Draghi unterstreicht in seinem Bericht, dass jedes Jahr bis 2030 750-800 Milliarden Euro zusätzlich in die wirtschaftlichen Rahmenbedingungen investiert werden müssten. Das entspräche viereinhalb bis annähernd fünf Prozent des EU-Bruttoinlandproduktes. Zum Vergleich: Der jährliche EU-Haushalt entspricht circa 1 Prozent.
Hohe Investitionen dringend erforderlich
Draghi legt vier Empfehlungen vor, um die nötigen Investitionen zu finanzieren: Vollendung der Bankenunion, Aufbau einer Kapitalmarktunion, strategische Reform des EU-Haushalts – Aufnahme gemeinsamer EU-Schulden (Euro-Bonds). Die Mobilisierung des benötigten privaten Kapitals sei kein Selbstläufer. Ein Ausschöpfen des Produktionspotenzials und die Senkung von Kapitalkosten seien dazu möglicherweise nicht ausreichend. Dazu kommen müssten nach Auffassung Draghis steuerliche Anreize für produktive Investitionen – konkreter wird er allerdings nicht. Außerdem müssten steuerliche Hindernisse für grenzüberschreitende Investitionen abgebaut und die Politiken der Mitgliedstaaten, bis hin zu Insolvenz- und Steuerregeln, einander stärker angeglichen werden.
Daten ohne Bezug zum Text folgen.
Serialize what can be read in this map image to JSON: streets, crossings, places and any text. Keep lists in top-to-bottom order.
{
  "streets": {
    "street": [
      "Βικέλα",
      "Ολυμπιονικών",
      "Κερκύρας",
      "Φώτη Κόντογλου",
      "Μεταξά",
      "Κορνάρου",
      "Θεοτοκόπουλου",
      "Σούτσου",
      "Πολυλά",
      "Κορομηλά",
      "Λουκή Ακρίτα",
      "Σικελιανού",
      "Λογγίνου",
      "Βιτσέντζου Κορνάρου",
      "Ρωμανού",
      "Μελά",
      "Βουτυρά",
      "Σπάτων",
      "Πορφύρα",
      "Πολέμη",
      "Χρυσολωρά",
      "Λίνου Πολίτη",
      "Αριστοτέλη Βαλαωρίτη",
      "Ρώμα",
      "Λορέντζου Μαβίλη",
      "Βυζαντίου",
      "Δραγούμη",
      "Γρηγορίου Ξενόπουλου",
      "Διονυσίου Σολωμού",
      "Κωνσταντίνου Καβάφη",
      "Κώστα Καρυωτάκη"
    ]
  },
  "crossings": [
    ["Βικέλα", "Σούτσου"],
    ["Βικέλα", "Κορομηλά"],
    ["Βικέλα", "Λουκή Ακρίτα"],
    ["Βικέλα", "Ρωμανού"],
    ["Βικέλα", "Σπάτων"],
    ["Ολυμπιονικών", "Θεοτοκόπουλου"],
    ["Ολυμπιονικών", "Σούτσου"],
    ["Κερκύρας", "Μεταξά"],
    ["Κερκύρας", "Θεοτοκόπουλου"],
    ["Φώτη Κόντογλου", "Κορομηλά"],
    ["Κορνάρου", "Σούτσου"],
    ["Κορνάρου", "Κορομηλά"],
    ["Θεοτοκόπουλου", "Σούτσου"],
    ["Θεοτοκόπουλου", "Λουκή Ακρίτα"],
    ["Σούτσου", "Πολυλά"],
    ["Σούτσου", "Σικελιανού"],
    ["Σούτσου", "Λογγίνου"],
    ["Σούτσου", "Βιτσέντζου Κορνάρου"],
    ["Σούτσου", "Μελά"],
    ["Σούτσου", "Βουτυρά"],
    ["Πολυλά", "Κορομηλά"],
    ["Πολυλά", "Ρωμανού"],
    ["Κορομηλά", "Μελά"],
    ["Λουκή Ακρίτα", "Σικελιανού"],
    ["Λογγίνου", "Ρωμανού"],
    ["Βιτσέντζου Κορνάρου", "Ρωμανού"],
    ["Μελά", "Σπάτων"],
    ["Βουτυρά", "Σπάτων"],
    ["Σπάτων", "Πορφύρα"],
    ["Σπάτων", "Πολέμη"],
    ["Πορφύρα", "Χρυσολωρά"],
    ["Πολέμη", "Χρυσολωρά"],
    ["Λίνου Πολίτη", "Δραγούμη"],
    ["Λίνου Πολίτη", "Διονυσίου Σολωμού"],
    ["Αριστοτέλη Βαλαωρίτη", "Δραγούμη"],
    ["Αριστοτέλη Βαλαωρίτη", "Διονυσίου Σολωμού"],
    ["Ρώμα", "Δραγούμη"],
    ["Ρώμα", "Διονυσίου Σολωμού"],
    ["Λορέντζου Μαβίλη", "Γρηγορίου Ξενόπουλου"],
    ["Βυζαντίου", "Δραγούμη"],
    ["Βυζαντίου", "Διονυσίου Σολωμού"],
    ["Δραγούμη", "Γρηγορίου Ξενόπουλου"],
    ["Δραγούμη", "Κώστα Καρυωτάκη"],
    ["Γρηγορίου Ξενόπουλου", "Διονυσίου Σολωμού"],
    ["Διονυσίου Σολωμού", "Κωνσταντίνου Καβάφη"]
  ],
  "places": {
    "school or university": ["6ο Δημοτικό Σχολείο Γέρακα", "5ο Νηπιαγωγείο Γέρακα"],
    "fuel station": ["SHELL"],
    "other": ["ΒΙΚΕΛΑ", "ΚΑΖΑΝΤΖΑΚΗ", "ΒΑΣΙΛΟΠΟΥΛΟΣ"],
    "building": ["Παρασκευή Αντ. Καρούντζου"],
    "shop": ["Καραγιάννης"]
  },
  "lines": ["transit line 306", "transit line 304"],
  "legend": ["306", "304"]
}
Der EU-Haushalt bedarf nach Auffassung von Draghi einer umfassenden Reform: Er sei zu klein, zu wenig zielgerichtet und insgesamt risikoavers, da die EU zahlreiche Programme zur Finanzierung von Infrastruktur aufgelegt hat, die teilweise miteinander kombinierbar sind, teilweise nicht und die jeweils unterschiedliche Anforderungen an den Antragsteller formulieren. Und wenn – wieder jeweils – gut 30 Prozent des EU-Budgets für die Angleichung der Lebensverhältnisse und für Landwirtschaft ausgegeben wird, ist beinahe offensichtlich, dass ihre Prioritäten unterfinanziert sein müssen. Wer, wie die EU, für drei Jahre Haushalte (den Mehrjahresfinanzrahmen MFR) aufstellt und dann sieben Jahre umsetzt, kann seine politischen Prioritäten nicht flexibel anpassen und zeitnah auf unvorhergesehene Entwicklungen reagieren.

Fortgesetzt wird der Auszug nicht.